Call type is the highest level reporting entity. Call type reports provide the most insight into call treatment and a caller's overall experience with the system.
A call type is a category of incoming call, and is used to select a routing script for a call. Administrators can create call types that correlate to the type of service the caller wants, and can change the call type during a routing script to direct the call to a new routing script or to gather report metrics for different legs or transactions. For example, your system may have call types configured for the following situations:
Transfers and conferences, to direct the call to a different routing script and gather call type report metrics for transfers and conferences.
Individual transactions in CVP Self-Service and Information Gathering applications, to be able to report on those transactions.
Queuing, to separate Information Gathering and queue metrics.
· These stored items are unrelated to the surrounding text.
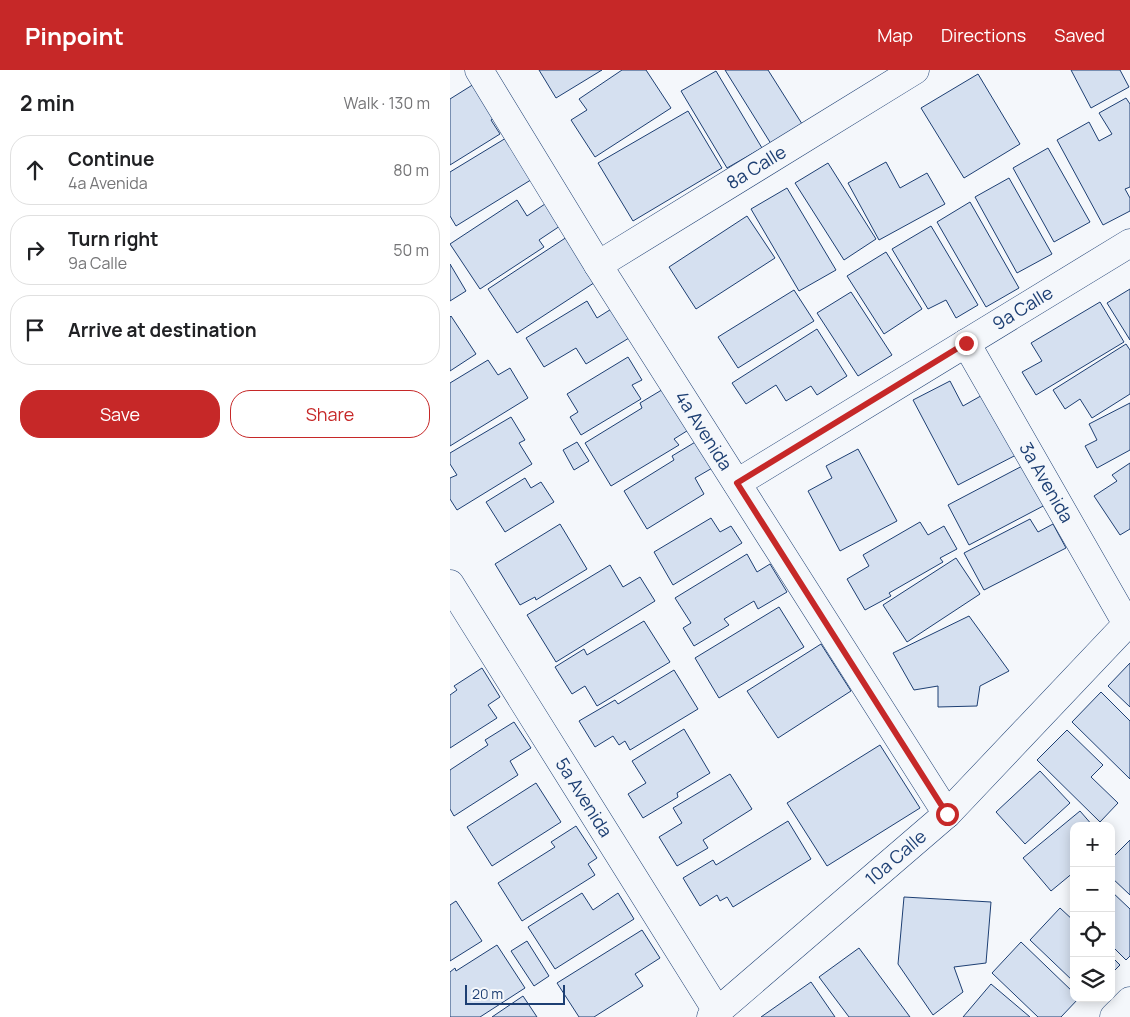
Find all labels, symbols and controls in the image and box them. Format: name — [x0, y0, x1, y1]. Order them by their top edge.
text: Pinpoint — [25, 19, 124, 52]
text: Map — [877, 23, 913, 47]
text: Directions — [941, 23, 1026, 47]
text: Saved — [1054, 23, 1105, 47]
text: 2 min — [20, 89, 75, 117]
text: Walk · 130 m — [344, 92, 430, 114]
street label: 8a Calle — [722, 139, 790, 194]
text: Continue — [68, 146, 154, 172]
icon: ahead — [21, 156, 49, 184]
text: 80 m — [393, 159, 429, 181]
text: 4a Avenida — [68, 172, 148, 194]
text: Turn right — [68, 226, 158, 252]
icon: right — [21, 236, 49, 264]
text: 50 m — [393, 239, 429, 261]
text: 9a Calle — [68, 252, 127, 274]
street label: 9a Calle — [988, 280, 1057, 335]
icon: arrive — [21, 316, 49, 344]
text: Arrive at destination — [68, 317, 257, 343]
route end — [955, 332, 978, 355]
street label: 4a Avenida — [670, 386, 738, 475]
button: Save — [20, 390, 220, 438]
button: Share — [230, 390, 430, 438]
street label: 3a Avenida — [1014, 438, 1079, 527]
street label: 5a Avenida — [551, 753, 618, 841]
route start — [936, 803, 959, 826]
map controls — [1070, 822, 1115, 1002]
button: + — [1070, 822, 1115, 867]
street label: 10a Calle — [860, 824, 931, 890]
button: − — [1070, 867, 1115, 912]
button: locate — [1070, 912, 1115, 957]
button: layers — [1070, 957, 1115, 1002]
scale bar — [465, 982, 565, 1005]
text: 20 m — [472, 984, 503, 1003]

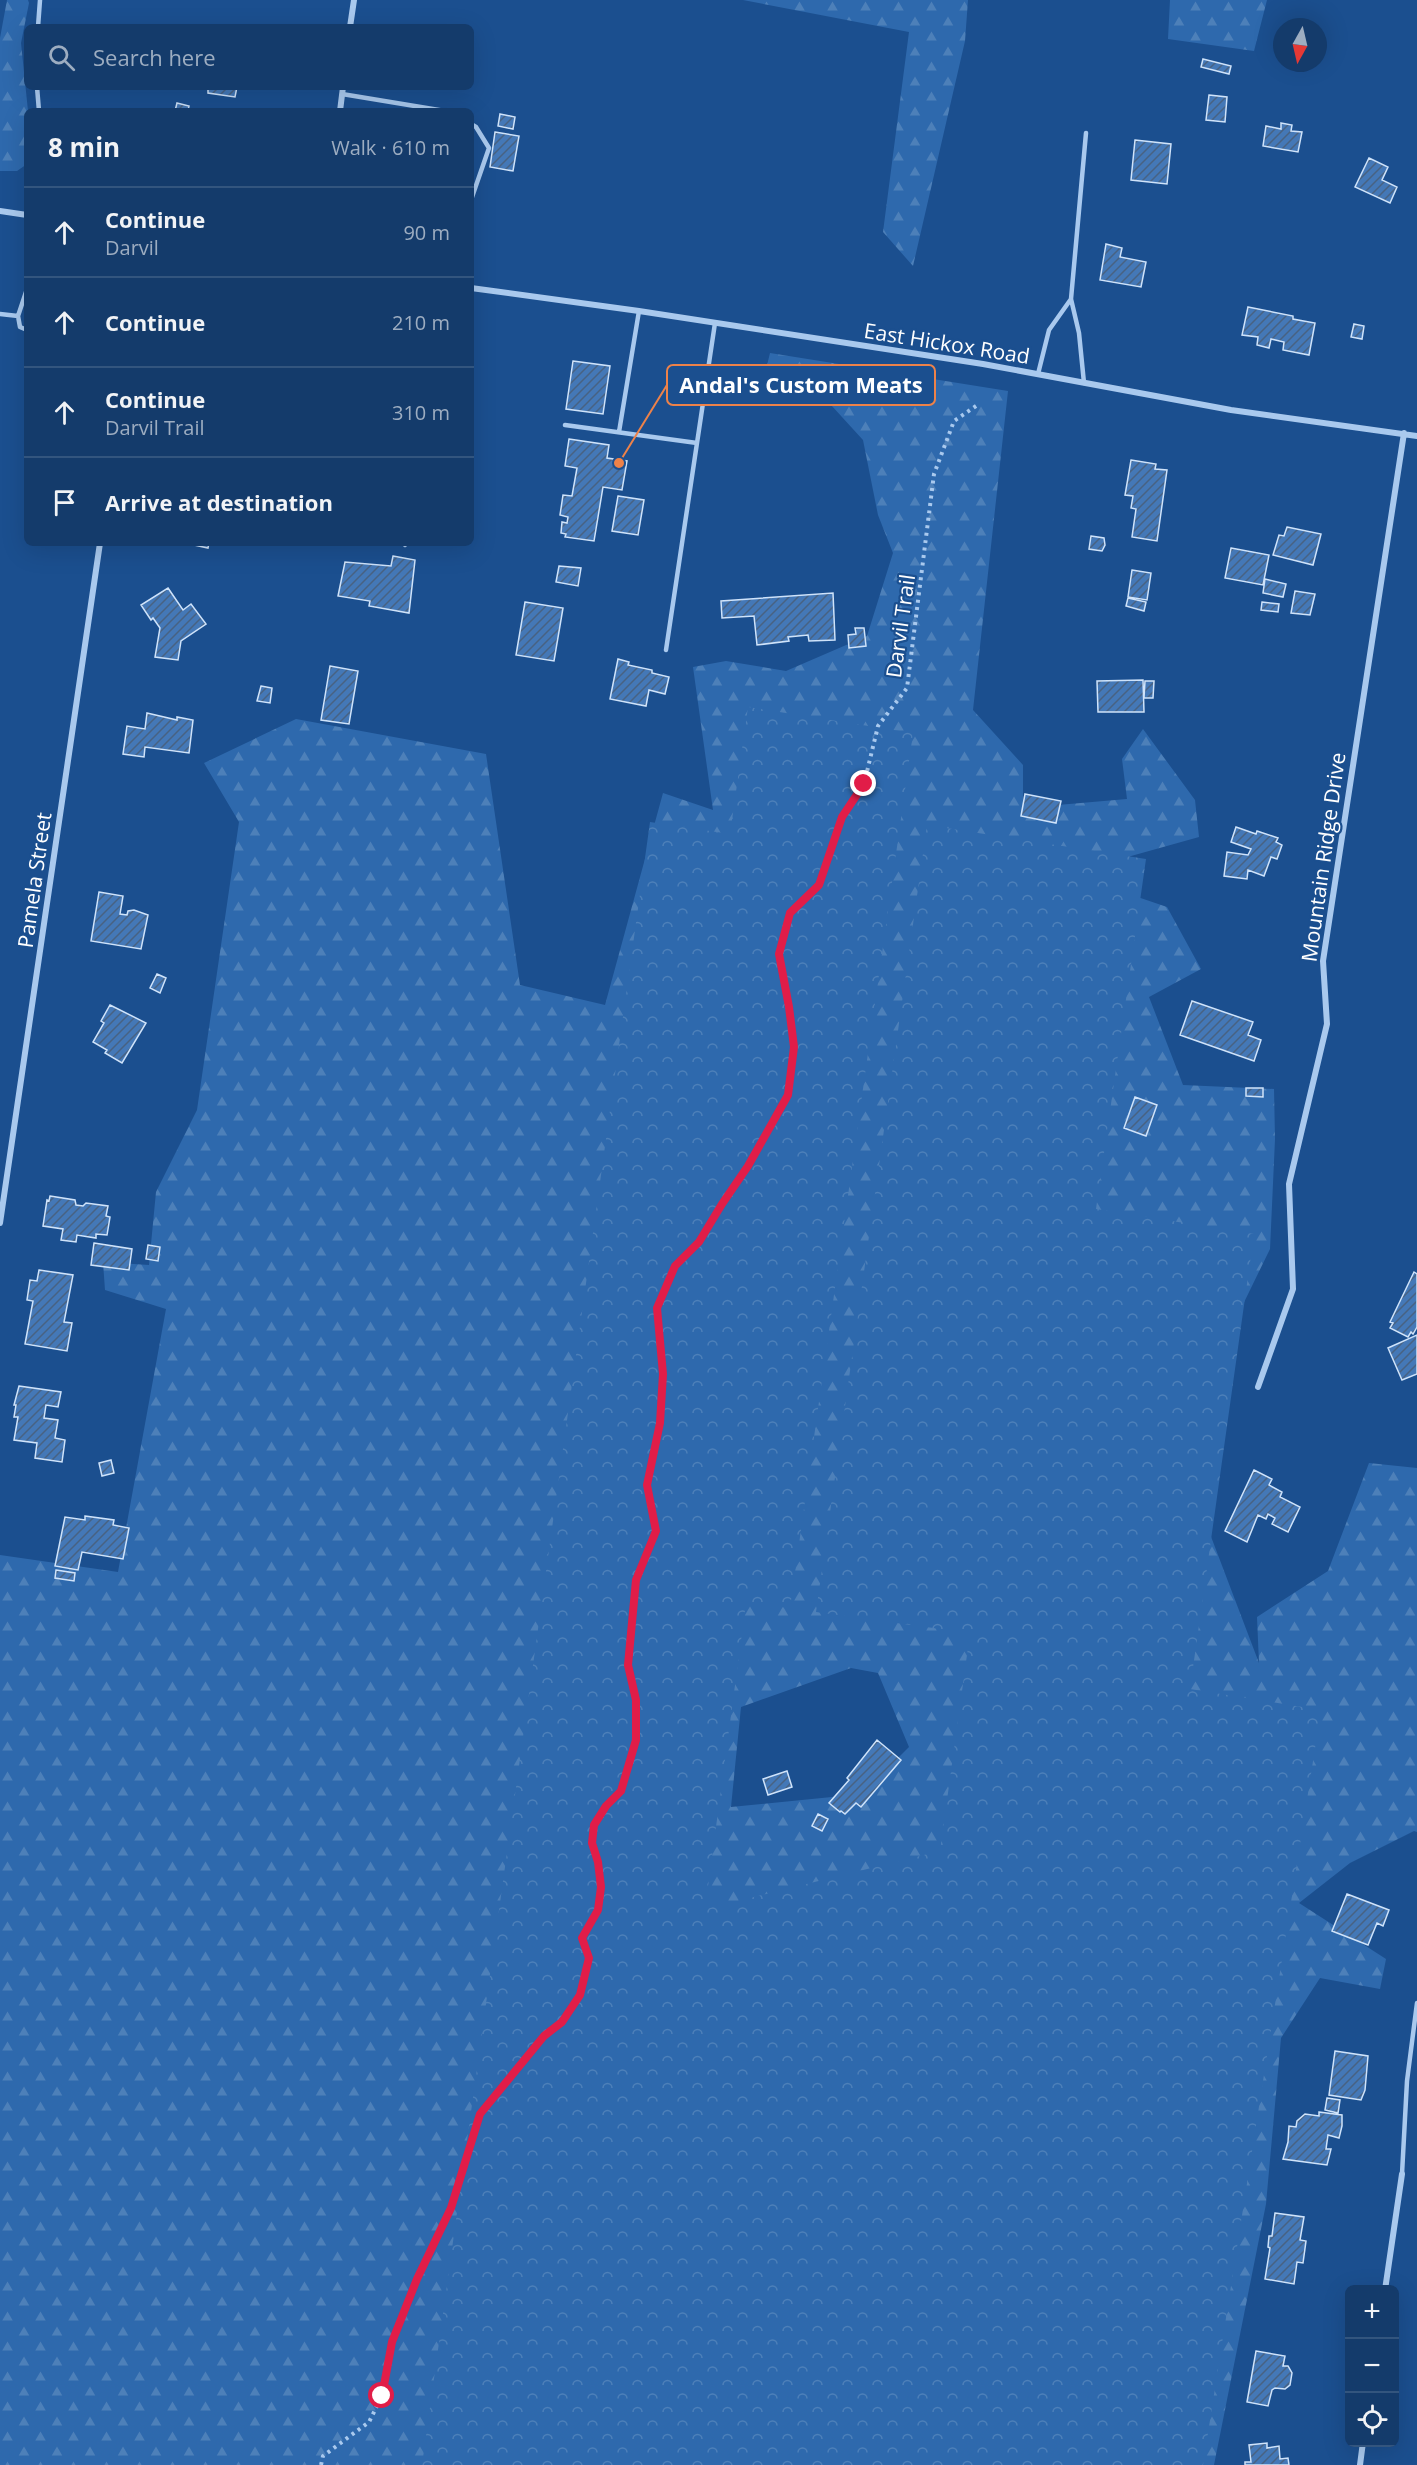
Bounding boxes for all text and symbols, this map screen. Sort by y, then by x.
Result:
north arrow [1273,18,1327,72]
search box [24,24,474,90]
icon: search [45,41,78,74]
text: Search here [93,42,216,72]
text: 8 min [48,129,120,165]
text: Walk · 610 m [331,134,450,161]
text: Continue [105,204,205,234]
icon: ahead [48,216,81,249]
text: 90 m [403,219,450,246]
text: Darvil [105,234,159,261]
icon: ahead [48,306,81,339]
text: Continue [105,307,205,337]
text: 210 m [392,309,450,336]
street label: East Hickox Road [862,316,1032,370]
callout: Andal's Custom Meats [667,365,935,405]
text: Andal's Custom Meats [679,369,923,399]
text: Continue [105,384,205,414]
icon: ahead [48,396,81,429]
text: 310 m [392,399,450,426]
text: Darvil Trail [105,414,204,441]
icon: arrive [48,486,81,519]
text: Arrive at destination [105,487,333,517]
street label: Darvil Trail [879,572,921,680]
street label: Mountain Ridge Drive [1294,750,1352,964]
route end [850,770,876,796]
street label: Pamela Street [11,810,57,950]
map controls [1345,2285,1399,2447]
button: + [1345,2285,1399,2339]
button: − [1345,2339,1399,2393]
route start [368,2382,394,2408]
button: locate [1345,2393,1399,2447]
For example, you might change the call type when a call completes an Information Gathering script and enters a queue.
CVP Ring No Answer (RONA), to direct calls to a routing script designed for this situation, and to use call type reports to see how calls that experience CVP RONA are eventually handled.
Supervisor and Emergency Assist, to direct the assistance request to a routing script that assigns the request to the team's primary or secondary supervisor, and to use call type reports to view data about supervisor assistance requests.
Key call type metrics include the following:
Average speed of answer.
Number of calls received and handled.
Number of calls that abandoned while en-route to CVP, at CVP, while en-route to an agent, or while being offered to an agent.
How long callers waited in queue.
Number of calls queued for an available agent.
Whether service level objectives are being met.
Number of transfers and conferences.
Number of calls that were given the busy, ring, default-routed, or network-routed treatment.
Number of calls that encountered an error.
Number of calls that have a bad label.
Number of calls that re-routed on no answer from the agent's phone.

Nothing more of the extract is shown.